• Task requirements:
Going down the listing below, print exactly each line from the one with "position:absolute; display:grid; place-items:center;" up to and including the one with "display:flex; align-items:center; gap:14px;", and skip the rest.

___

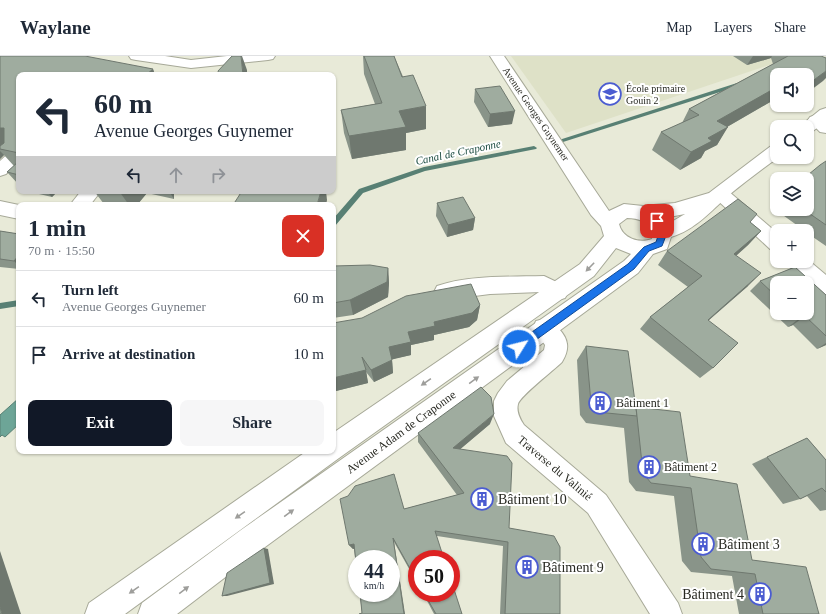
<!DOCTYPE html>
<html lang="en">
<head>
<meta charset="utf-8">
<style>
	:root { --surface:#fff; --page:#f6f6f7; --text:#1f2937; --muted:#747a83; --line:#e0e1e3; --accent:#111827 }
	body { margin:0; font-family:Georgia,serif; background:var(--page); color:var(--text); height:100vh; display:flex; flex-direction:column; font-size:15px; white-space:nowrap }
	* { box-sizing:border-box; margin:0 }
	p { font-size:13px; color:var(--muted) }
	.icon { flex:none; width:22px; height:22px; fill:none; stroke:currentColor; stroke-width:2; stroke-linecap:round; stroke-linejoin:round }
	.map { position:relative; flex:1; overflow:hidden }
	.drawer { position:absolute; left:16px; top:146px; width:320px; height:252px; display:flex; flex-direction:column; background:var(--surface); border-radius:8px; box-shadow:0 1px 3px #0004 }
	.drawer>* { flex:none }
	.banner { position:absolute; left:16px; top:16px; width:320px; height:122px; border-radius:8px; box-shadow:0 1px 3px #0004; background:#fff; color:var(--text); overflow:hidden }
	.buttons { position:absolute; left:770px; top:12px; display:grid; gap:8px }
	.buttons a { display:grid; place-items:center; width:44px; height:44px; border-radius:8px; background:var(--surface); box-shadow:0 1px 3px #0004; font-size:20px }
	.speed { position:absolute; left:348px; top:494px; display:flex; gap:8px; font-size:20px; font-weight:700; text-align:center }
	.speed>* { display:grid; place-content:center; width:52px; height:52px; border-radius:50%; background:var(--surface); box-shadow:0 1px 3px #0004; line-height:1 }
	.speed small { font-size:10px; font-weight:400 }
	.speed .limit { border:6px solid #d22; background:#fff; color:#111 }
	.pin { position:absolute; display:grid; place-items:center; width:34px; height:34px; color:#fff; margin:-17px; border-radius:8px; box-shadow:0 2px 6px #0006 }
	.me { position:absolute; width:44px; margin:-22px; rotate:54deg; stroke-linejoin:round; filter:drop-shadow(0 0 3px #0008) }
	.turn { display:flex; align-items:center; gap:14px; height:84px; padding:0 12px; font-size:18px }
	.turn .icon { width:52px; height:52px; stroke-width:2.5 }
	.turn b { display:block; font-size:28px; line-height:34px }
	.lanes { display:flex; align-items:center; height:38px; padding:0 12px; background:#0003; justify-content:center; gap:20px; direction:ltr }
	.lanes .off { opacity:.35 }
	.round { display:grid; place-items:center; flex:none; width:42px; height:42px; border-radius:8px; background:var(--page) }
	.headline { display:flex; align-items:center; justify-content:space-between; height:68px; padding:0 12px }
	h1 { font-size:24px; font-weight:600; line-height:30px }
	.cta { display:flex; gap:8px; margin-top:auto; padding:8px 12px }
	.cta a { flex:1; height:46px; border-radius:8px; background:var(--accent); color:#fff; font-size:16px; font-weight:600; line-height:46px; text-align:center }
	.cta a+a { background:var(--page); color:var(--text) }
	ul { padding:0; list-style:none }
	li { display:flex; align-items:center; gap:12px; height:56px; padding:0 12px; border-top:1px solid var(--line) }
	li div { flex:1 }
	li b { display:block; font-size:15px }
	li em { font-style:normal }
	header { display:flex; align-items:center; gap:24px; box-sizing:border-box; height:56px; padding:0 20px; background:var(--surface); border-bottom:1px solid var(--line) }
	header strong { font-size:19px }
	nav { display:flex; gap:22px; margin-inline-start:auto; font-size:14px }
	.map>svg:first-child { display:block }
</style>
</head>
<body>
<header>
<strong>Waylane</strong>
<nav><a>Map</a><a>Layers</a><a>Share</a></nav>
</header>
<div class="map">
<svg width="826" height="558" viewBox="0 0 826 558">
	<rect width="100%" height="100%" fill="#e8ead8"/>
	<polygon fill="#dee1c7" points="511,0 796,0 566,77"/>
	<polygon fill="#6da597" stroke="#588074" points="19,342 19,368 5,381 2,379 0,381 0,359"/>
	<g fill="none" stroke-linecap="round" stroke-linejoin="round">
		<g fill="#588074" fill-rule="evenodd">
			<polygon points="737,27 740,29 739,30 563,86 559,86 558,85 559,84"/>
			<polygon points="534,90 537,92 536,93 425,115 363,137 335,170 333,171 333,163 359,133 424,111"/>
			<polygon points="19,244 19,250 0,253 0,247"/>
		</g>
		<g stroke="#a7a998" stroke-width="2">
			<g id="minor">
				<polygon points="129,0 165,0 191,4 227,0 275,0 273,3 268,4 191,12 136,4 131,3"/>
				<polygon points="816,59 826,64 826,77 820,76 808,64 810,61"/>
				<polygon points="19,92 19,106 6,118 0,120 0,105 13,93"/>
				<polygon points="721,132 727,134 777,177 777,195 770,193 715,142 712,138 715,134"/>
				<polygon points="81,135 101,135 90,149 70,149"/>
				<polygon points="0,145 19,149 19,163 0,159"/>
				<polygon points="807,203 826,219 826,239 819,237 789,210 786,205 807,205"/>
				<path d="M544,220L565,230L568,236L565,242L558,244L541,236L490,238L444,244L437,242L434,236L437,230C469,219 510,221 544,220Z"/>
				<path d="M544,263C553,266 566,277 567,288C568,294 565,301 562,306C554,314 520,340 518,348C516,356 520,363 524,369L606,439L678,547L682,558H650L588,457L506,387L494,360V345L498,337L507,325L544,294L545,289L533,272L536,265Z"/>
			</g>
		</g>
		<g stroke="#a7a998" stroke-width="2">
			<g id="major">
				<path d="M490,0H504L609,155L624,148L643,150L675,147L709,137L771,90L777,89V101H779C762,113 745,126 729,139C711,155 695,174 671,181L667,193L653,198L638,217L261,494L177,558H138L142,547L241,474L624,205L631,198L616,192L594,220L339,402L125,558H85L89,547L307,395H333V377L580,208L604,180L601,170L591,159ZM685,158L668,168L664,162ZM627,162C639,162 648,166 653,177L652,183C639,188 622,182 619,168Z"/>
				<polygon points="826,52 826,65 813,75 807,76 807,71 799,71 820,54"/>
			</g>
		</g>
		<use href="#minor" fill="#fff" fill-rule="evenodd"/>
		<use href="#major" fill="#fff" fill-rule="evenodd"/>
	</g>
	<g fill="#899489" fill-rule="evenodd">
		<polygon points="0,0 153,13 155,19 19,19 19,129 7,116 14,110 4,99 0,103"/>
		<polygon points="363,0 394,0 426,73 406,77 406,94 352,103 344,77 341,54 375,48 364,18"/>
		<polygon points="733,0 821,0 823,25 807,19 777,19 777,42 727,71 717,89 705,95 701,102 680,114 652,94 661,76 682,67 689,53 773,8 771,2 747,9"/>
		<polygon points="475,33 512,68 488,71 474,46"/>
		<polygon points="826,105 826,190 807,177 807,175 805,175 773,152 777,147 777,153 807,153"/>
		<polygon points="26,135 58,135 52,141"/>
		<polygon points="94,135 174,135 174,143 147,137 137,149 109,149 104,148"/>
		<polygon points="437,147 475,162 473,174 447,181 436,160"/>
		<polygon points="750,166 761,175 748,189 736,200 748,230 708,265 713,312 700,322 640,273 650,261 688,231 658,209 667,195"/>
		<polygon points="0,175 19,178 19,213 0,211"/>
		<polygon points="333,210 388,212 389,227 388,241 353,259 333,262"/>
		<path d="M795,211L826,239V289L817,293L793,269L788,271L750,235L760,225ZM777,227H807V257H777Z"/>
		<polygon points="480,249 477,264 469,271 434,279 434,284 411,289 411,299 392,303 393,317 374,326 366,316 368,327 336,335 333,267"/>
		<polygon points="586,290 635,351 690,420 752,504 819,558 739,558 732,520 691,516 682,505 674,440 636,435 629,426 624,372 586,367 580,359 577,304"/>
		<polygon points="490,368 460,393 509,472 560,558 500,558 503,490 437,480 417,503 417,527 394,486 362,557 354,493 353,493 349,489 404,453 457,439 418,386 418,377"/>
		<polygon points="807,382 826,404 826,454 820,455 807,440 800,443 783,448 752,408"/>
		<polygon points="423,537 451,537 462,558 434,558"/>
	</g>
	<g fill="#6f786f">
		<polygon points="241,0 242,0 247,14 247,19 243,19"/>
		<polygon points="753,0 772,0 771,2 747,9"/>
		<polygon points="153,13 155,19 146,19"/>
		<polygon points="826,15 826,22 823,25 807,37 807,29"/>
		<polygon points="777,31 777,42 706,83 717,65"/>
		<polygon points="426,50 426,73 406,77 406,94 352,103 349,80 399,55"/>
		<polygon points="515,55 512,68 488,71 490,58"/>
		<polygon points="728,71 717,89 705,95 701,102 680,114 691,96 708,82"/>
		<polygon points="0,72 4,72 9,95 0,93"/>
		<polygon points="0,95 4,99 0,103"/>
		<polygon points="46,135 58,135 52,141"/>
		<polygon points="119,135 146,135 147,137 137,149 129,149"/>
		<polygon points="169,135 174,135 174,143"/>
		<polygon points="321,135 326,135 327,144 326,149 317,149"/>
		<polygon points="475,162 473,174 447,181 448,169"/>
		<polygon points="761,175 748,189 722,212 734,198"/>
		<polygon points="19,199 19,210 14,205"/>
		<polygon points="388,212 389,227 388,241 353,259 350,244"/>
		<polygon points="761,217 748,230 695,276 708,264"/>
		<polygon points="480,249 477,264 469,271 434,279 434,284 411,289 411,299 390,304 389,291 408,276 434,266"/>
		<polygon points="805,260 793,269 788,271 800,262"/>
		<polygon points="826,287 826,289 817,293"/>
		<polygon points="392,304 393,317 374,326 371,314"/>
		<polygon points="366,314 368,327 336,335 333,327 333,322"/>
		<polygon points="494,358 490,368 451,401 453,392"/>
		<polygon points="393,482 394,486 405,558 404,558"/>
		<polygon points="354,488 357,492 353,493 349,489"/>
		<polygon points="264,492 268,493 274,528 227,540 222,540"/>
		<polygon points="0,495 21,558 2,558 0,551"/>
	</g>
	<g fill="#9fac9f" stroke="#6f786f">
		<polygon points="0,0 85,0 153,13 146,19 19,19 19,97 0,93 0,90 4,87 4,72 0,72"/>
		<polygon points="232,0 241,0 243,19 219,19 218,15"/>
		<polygon points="364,0 394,0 402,21 413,19 426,50 399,55 406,71 349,80 341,54 382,47"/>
		<polygon points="788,0 821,0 826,2 826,15 807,29 807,19 777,19 777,31 717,65 728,71 708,82 712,85 691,96 661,76 699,59 689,53"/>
		<polygon points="500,30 515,55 490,58 475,33"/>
		<polygon points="19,105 19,119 7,116"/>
		<polygon points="826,105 826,169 803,153 807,153 807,123 803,123 820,109"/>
		<polygon points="242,135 321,135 317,149 233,149"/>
		<polygon points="463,141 475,162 448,169 437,147"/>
		<polygon points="738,143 757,158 750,166 761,175 734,198 761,217 708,264 738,287 713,312 650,261 702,220 667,195"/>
		<polygon points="0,175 19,178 19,199 14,205 0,203"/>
		<polygon points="370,209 388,212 387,226 350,244 333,247 333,210"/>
		<polygon points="795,211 826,239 826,280 805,260 800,262 794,257 807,257 807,227 777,227 777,241 760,225"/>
		<polygon points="471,228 480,249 472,257 434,266 435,270 408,276 411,286 389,291 392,304 371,314 362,301 366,314 333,322 333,267 362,262 406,240"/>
		<polygon points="586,290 628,295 637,360 597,356 591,347"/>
		<polygon points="481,331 491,341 494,358 453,392 507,400 512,407 509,472 554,480 560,491 560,558 505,558 508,486 435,475 444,503 417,503 417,525 393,482 404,558 359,558 362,557 360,537 391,537 391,503 357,503 357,515 354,488 349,489 340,443 348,440 355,430 394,418 404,453 464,437 418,377"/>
		<polygon points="636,351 680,356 690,420 737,428 752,504 806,511 819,558 763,558 755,518 711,513 701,501 691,432 651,427 643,417"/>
		<polygon points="807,382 826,404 826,436 822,432 800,443 767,401"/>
		<polygon points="264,492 270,527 222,540 227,517"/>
		<polygon points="451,524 462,558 436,558 424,537 451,537"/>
		<polygon points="0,551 2,558 0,558"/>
	</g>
	<defs><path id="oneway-solid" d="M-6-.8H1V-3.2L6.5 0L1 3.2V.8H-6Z"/></defs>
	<g fill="#9e9e9b">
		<use href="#oneway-solid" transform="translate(590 211) rotate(134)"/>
		<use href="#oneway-solid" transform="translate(474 324) rotate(-36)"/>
		<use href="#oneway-solid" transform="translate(426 326) rotate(145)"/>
		<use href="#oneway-solid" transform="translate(289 457) rotate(-36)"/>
		<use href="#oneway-solid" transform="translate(240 459) rotate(145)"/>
		<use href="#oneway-solid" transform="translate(134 534) rotate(145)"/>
		<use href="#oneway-solid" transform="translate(184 534) rotate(-37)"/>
	</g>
	<polygon fill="#1a73e8" stroke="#114b97" points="657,162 660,163 667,177 662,190 649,195 634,213 522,294 515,294 515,288 628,208 644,191 656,186 659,177 653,165"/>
	<defs>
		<g id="school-ring" transform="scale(1.15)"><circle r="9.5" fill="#fff" stroke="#4b5cd1" stroke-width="1.5"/><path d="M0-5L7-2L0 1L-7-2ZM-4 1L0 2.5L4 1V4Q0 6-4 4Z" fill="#4b5cd1"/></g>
		<g id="building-ring" transform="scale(1.15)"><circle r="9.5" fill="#fff" stroke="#4b5cd1" stroke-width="1.5"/><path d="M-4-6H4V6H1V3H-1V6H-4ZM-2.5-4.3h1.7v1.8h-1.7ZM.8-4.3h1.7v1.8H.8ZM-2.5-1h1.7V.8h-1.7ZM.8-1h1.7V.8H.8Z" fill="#4b5cd1"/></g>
	</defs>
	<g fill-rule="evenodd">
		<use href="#school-ring" x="610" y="38"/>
		<use href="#building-ring" x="600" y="347"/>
		<use href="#building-ring" x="649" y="411"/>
		<use href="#building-ring" x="482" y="443"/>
		<use href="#building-ring" x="703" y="488"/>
		<use href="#building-ring" x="527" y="511"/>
		<use href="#building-ring" x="760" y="538"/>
	</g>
	<g text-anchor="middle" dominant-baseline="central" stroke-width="4" stroke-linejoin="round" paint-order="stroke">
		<g font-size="10" fill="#272821" stroke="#fff" text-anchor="start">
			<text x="626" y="32">École primaire<tspan x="626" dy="12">Gouin 2</tspan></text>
		</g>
		<g font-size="10" fill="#272821" stroke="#fff">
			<text transform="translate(536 58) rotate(56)">Avenue Georges Guynemer</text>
		</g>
		<g font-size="11" font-style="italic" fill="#194a3f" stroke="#fff">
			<text transform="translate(458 96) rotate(-12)">Canal de Craponne</text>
		</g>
		<g font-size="12" fill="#272821" stroke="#fff" text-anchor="start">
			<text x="616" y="347">Bâtiment 1</text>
			<text x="664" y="411">Bâtiment 2</text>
		</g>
		<g font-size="12" fill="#272821" stroke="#fff">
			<text transform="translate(401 376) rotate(-36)">Avenue Adam de Craponne</text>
			<text transform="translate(555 412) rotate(40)">Traverse du Valinié</text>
		</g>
		<g font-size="14" fill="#272821" stroke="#fff" text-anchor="start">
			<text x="498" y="443">Bâtiment 10</text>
			<text x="718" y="488">Bâtiment 3</text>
			<text x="542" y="511">Bâtiment 9</text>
			<text x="744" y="538" text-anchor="end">Bâtiment 4</text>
		</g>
	</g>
</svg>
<div class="buttons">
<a><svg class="icon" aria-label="sound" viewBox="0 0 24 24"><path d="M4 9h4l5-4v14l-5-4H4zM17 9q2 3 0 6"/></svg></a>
<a><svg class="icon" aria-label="search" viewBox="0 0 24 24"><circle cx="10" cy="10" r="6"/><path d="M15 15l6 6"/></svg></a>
<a><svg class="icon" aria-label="layers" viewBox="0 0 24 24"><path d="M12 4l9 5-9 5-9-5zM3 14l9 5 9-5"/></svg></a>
<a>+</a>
<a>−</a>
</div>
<div class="speed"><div>44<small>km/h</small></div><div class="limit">50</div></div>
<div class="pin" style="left:657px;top:165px;background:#d93025"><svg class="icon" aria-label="arrive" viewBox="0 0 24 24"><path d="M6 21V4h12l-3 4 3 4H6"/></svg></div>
<svg class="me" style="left:519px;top:291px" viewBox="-20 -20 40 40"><circle r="17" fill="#1a73e8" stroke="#fff" stroke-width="3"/><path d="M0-11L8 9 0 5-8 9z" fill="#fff"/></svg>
<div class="banner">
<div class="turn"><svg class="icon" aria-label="left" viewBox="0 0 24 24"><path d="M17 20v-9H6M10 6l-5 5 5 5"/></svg><div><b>60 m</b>Avenue Georges Guynemer</div></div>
<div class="lanes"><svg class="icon" aria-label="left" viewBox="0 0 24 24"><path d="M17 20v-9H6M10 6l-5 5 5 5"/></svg><svg class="icon off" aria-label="ahead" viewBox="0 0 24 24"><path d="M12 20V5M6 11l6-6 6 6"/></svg><svg class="icon off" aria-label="right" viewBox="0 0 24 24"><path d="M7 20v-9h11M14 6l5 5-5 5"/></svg></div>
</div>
<section class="drawer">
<div class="headline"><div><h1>1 min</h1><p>70 m · 15:50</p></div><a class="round" style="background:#d93025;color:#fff"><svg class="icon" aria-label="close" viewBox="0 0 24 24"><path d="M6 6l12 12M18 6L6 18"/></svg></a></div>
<ul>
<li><svg class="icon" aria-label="left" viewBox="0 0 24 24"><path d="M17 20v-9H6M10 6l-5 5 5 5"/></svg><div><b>Turn left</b><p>Avenue Georges Guynemer</p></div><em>60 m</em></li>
<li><svg class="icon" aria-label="arrive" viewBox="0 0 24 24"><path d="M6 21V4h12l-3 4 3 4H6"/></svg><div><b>Arrive at destination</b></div><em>10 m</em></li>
</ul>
<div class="cta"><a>Exit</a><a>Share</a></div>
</section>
</div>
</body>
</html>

___

• Task answer:
	.pin { position:absolute; display:grid; place-items:center; width:34px; height:34px; color:#fff; margin:-17px; border-radius:8px; box-shadow:0 2px 6px #0006 }
	.me { position:absolute; width:44px; margin:-22px; rotate:54deg; stroke-linejoin:round; filter:drop-shadow(0 0 3px #0008) }
	.turn { display:flex; align-items:center; gap:14px; height:84px; padding:0 12px; font-size:18px }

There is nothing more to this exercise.